With its giant steel compression ring perched nearly 300 ft in the air, the MSG Sphere at The Venetian is putting on a Las Vegas show before the venue is even complete.

A DEMAG CC-8800, the world’s fourth-largest crawler crane, placed the 170-ton ring atop a steel shoring tower on Feb. 18. The lift marks a major milestone in the $1.66-billion project to build the 17,500-seat Sphere, begun in 2018 and scheduled to be complete in 2023.

The owner, New York City-based MSG Entertainment, recently assumed the role of construction manager, although former general contractor AECOM remains involved in the project.   

“Even the scale of the equipment needed for construction is unique,” says Nick Tomasino, vice president of construction for the Madison Square Garden Co., in a statement. “This specialty crane allows us to execute the complexities that come with building the largest spherical structure in the world, safely performing lifts that require an incredible amount of expertise and precision.”
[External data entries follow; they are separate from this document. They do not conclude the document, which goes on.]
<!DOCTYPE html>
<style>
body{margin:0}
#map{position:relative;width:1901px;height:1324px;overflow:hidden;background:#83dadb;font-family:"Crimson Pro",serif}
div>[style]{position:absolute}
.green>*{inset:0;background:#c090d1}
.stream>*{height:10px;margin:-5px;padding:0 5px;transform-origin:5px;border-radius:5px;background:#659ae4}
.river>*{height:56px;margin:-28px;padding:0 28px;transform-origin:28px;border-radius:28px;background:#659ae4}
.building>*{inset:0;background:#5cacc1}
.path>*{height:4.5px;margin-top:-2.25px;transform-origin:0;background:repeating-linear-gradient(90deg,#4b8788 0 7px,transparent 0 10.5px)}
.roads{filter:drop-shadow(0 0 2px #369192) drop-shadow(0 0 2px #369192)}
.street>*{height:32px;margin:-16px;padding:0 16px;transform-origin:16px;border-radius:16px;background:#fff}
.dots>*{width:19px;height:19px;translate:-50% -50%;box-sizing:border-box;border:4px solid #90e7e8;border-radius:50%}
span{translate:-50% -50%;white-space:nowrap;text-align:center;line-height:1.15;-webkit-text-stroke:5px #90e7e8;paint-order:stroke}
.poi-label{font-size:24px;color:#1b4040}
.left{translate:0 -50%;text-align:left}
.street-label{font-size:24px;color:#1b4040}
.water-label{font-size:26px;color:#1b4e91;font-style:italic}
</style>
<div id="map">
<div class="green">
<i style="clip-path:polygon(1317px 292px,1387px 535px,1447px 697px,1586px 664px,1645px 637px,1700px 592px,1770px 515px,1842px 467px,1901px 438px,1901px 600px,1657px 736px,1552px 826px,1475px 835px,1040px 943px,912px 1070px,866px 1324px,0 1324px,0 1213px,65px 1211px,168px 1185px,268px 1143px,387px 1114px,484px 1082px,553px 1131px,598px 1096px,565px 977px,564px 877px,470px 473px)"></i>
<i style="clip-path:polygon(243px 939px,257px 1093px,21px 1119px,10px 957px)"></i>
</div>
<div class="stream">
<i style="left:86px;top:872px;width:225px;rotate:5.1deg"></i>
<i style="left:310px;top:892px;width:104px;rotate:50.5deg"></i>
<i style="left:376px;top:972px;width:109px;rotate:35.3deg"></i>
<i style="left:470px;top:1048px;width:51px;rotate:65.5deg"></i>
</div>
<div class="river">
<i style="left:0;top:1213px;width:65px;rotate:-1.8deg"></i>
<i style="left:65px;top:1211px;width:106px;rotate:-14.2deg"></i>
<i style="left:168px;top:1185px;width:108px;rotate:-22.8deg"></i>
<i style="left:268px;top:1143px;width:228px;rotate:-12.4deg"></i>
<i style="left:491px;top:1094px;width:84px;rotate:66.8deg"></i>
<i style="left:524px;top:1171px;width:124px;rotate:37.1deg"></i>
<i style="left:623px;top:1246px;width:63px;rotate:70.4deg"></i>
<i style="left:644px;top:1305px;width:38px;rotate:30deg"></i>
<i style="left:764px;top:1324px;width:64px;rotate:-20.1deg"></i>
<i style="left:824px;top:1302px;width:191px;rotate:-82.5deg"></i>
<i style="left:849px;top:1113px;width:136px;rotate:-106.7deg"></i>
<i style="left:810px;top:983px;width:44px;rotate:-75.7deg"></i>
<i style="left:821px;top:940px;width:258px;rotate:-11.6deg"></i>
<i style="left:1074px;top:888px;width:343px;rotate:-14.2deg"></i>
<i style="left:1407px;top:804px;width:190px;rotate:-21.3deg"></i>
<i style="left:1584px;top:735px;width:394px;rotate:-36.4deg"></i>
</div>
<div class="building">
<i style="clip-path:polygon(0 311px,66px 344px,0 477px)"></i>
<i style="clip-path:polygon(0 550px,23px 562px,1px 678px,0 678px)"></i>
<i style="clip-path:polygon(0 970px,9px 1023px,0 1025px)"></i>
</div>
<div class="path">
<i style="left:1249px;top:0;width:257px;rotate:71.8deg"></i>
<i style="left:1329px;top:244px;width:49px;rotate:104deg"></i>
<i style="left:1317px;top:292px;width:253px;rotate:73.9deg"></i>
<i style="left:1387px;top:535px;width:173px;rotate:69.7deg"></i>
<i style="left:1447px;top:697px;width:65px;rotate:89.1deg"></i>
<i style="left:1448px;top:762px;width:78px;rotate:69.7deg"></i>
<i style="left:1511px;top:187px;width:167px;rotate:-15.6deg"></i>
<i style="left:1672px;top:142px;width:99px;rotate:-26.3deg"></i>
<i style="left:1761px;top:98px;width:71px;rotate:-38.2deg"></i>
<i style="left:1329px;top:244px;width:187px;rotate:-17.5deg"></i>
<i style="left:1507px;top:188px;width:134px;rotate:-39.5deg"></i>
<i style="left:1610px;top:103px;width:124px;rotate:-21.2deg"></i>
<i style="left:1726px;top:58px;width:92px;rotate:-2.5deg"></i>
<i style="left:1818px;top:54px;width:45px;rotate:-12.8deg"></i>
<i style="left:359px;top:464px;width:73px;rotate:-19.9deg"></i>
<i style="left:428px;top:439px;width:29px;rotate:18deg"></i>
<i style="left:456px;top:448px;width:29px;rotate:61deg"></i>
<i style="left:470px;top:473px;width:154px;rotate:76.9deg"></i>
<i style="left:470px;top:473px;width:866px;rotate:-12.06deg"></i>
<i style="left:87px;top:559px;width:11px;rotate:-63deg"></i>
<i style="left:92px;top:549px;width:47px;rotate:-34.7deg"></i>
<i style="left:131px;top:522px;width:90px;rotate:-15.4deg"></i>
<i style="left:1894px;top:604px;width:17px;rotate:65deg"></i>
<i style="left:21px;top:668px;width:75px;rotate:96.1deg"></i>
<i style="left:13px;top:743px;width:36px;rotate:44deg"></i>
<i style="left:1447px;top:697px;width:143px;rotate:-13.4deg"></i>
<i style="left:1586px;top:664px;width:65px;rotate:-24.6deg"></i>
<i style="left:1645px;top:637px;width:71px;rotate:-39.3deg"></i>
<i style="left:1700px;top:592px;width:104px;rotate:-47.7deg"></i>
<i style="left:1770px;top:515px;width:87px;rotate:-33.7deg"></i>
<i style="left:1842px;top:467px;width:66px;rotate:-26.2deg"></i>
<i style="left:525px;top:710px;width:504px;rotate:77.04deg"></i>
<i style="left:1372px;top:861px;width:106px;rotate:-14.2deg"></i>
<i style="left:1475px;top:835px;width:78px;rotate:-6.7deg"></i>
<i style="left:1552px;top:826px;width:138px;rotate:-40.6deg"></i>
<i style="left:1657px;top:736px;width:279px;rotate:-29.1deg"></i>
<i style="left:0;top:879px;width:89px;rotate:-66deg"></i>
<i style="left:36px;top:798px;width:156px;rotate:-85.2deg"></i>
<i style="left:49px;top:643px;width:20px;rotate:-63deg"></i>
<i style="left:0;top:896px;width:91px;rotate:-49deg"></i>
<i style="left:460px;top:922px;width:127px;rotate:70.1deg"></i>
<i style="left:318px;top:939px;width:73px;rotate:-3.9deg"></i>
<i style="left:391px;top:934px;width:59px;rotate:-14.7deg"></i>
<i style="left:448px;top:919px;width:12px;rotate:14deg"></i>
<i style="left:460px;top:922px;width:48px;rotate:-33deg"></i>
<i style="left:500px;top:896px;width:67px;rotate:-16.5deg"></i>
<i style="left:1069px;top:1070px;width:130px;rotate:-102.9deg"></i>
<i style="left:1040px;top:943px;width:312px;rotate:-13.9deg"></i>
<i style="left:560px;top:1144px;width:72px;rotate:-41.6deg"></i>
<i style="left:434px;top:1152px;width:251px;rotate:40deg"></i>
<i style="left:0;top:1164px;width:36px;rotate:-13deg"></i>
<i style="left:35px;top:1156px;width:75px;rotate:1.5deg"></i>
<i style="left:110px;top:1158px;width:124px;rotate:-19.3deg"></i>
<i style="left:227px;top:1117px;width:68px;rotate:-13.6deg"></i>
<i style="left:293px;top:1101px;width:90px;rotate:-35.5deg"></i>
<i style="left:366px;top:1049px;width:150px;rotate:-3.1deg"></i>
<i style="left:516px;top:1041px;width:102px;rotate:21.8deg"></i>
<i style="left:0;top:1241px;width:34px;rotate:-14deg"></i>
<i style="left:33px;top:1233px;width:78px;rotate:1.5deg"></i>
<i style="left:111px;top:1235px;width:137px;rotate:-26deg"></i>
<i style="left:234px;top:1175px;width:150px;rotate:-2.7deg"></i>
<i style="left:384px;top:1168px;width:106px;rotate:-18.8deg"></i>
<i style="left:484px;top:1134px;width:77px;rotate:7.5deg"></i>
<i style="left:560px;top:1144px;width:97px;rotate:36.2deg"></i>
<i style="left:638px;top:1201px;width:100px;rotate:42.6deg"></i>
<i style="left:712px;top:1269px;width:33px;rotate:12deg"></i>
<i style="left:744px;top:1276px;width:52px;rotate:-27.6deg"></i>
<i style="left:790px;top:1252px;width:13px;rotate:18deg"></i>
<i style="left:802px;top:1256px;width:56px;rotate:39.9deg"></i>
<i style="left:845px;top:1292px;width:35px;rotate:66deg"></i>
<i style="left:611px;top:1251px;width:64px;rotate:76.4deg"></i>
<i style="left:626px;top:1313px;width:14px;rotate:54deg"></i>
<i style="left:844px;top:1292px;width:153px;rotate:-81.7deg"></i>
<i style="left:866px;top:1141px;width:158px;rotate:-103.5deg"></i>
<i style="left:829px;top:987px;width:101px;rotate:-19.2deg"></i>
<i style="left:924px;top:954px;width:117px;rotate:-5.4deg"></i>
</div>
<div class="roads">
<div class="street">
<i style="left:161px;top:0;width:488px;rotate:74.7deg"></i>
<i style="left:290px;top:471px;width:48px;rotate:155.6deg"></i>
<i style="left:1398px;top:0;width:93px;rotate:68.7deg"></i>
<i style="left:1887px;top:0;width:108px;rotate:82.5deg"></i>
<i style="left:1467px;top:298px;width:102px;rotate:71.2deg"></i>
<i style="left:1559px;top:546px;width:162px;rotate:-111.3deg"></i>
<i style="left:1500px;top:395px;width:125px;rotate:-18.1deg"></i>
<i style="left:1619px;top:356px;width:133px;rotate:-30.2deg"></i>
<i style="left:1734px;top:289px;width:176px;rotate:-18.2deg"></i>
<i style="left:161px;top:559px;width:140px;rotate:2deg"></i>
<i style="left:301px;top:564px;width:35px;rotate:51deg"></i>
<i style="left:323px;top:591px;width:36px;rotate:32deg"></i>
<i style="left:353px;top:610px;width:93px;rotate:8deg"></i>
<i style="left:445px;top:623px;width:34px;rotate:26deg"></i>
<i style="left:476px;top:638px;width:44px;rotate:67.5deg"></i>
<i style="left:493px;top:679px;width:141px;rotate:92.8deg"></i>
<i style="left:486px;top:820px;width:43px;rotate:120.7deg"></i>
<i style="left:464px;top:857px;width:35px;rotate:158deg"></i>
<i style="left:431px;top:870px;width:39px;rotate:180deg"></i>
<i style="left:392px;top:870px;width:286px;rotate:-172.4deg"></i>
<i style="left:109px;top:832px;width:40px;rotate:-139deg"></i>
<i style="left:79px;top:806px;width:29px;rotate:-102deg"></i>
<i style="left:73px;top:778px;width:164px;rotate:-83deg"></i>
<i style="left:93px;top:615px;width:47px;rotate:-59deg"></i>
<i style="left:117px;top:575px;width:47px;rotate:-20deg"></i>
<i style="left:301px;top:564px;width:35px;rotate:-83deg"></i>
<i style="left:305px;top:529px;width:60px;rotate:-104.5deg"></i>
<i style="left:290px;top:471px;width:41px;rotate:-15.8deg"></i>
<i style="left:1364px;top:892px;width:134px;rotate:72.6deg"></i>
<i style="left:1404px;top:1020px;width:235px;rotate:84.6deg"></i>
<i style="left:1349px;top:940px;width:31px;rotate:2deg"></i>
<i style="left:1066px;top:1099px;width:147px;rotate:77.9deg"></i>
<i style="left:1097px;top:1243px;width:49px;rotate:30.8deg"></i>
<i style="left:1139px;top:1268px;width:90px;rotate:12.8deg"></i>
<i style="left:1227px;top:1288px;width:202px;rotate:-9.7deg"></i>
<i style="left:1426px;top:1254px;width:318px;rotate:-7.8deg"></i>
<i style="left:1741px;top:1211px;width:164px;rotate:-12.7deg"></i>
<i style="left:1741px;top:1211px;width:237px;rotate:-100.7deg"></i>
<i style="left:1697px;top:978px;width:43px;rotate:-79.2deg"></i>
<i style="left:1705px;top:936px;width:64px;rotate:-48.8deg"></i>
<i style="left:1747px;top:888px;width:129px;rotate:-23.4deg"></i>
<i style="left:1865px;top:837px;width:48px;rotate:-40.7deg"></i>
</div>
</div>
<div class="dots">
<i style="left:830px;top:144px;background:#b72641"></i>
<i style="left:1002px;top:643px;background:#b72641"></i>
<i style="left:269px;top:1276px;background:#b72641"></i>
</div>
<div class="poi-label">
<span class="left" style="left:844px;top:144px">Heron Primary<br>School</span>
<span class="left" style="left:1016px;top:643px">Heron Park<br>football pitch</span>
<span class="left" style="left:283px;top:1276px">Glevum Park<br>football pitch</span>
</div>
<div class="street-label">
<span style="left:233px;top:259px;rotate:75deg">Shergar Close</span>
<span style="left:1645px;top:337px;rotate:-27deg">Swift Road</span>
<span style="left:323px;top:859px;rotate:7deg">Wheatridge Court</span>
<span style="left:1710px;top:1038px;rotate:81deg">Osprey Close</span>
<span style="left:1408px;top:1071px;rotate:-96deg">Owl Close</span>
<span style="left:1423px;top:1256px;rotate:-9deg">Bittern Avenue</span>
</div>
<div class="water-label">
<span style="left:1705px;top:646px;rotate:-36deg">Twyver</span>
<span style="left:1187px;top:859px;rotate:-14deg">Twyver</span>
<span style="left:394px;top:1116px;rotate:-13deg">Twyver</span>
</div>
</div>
The challenge was formidable: The Sphere’s nearly 100-ft-dia compression ring, which will serve as the apex of the steel frame for the venue’s domed roof, weighs nearly as much as two Boeing 757 jets. [Watch video of the lift.]

Workers assembled the ring on site, welding and bolting the prefabricated steel pieces over three weeks.

The ring now sits atop a temporary 285-ft-high steel shoring tower in the center of the venue. The tower will be removed after the roof’s steel frame is finished.

Crews will use a hydraulic lift atop the shoring tower to calibrate the compression ring’s exact position before placing the roof trusses.
MSG chose the massive crawler crane over a boom crane since its tracks allow the crane to manage heavier lifts and rotate a full 360 degrees, the company said.

Arriving in Las Vegas in January 2020 via Belgium and the Panama Canal, the 580-ft-tall crane weighs 869 tons, including the 850 tons of counterweight added for stability. The site’s second-largest crane, a Manitowoc MLC 300, with a lifting capacity of 350 tons, was commissioned solely to assemble the CC-8800 crane.

The construction site’s natural ground is too soft to support the giant crawler, so the CC-8800 runs on 50-ft-by-6.5-ft tracks and steel mats atop a half-acre custom-composite soil pad.

Now settled in the northeast corner of the site, the crane is busy delivering materials across the 366-ft-tall and 516-ft-wide MSG Sphere and down into the center of the venue.

The 170-ton compression ring was the heaviest lift in the entire project, but the CC-8800 can handle more than 10 times that weight. Last fall, the project team spent two days moving the crane to the southern end of the venue so it could place two 240-ton steel girders, which sit 140 ft off the ground and span the length of what will be the venue’s stage. Those girders will ultimately help support the 13,000-ton, steel-domed roof. 

When complete, the Sphere will offer more than 160,000 sq ft of display surface, roughly equal to the size of three football fields, with an infrasound haptic system adding deep vibrations so guests can “feel” the music experience. MSG Entertainment has plans to build Sphere venues in other locations such as London after completing the Las Vegas project.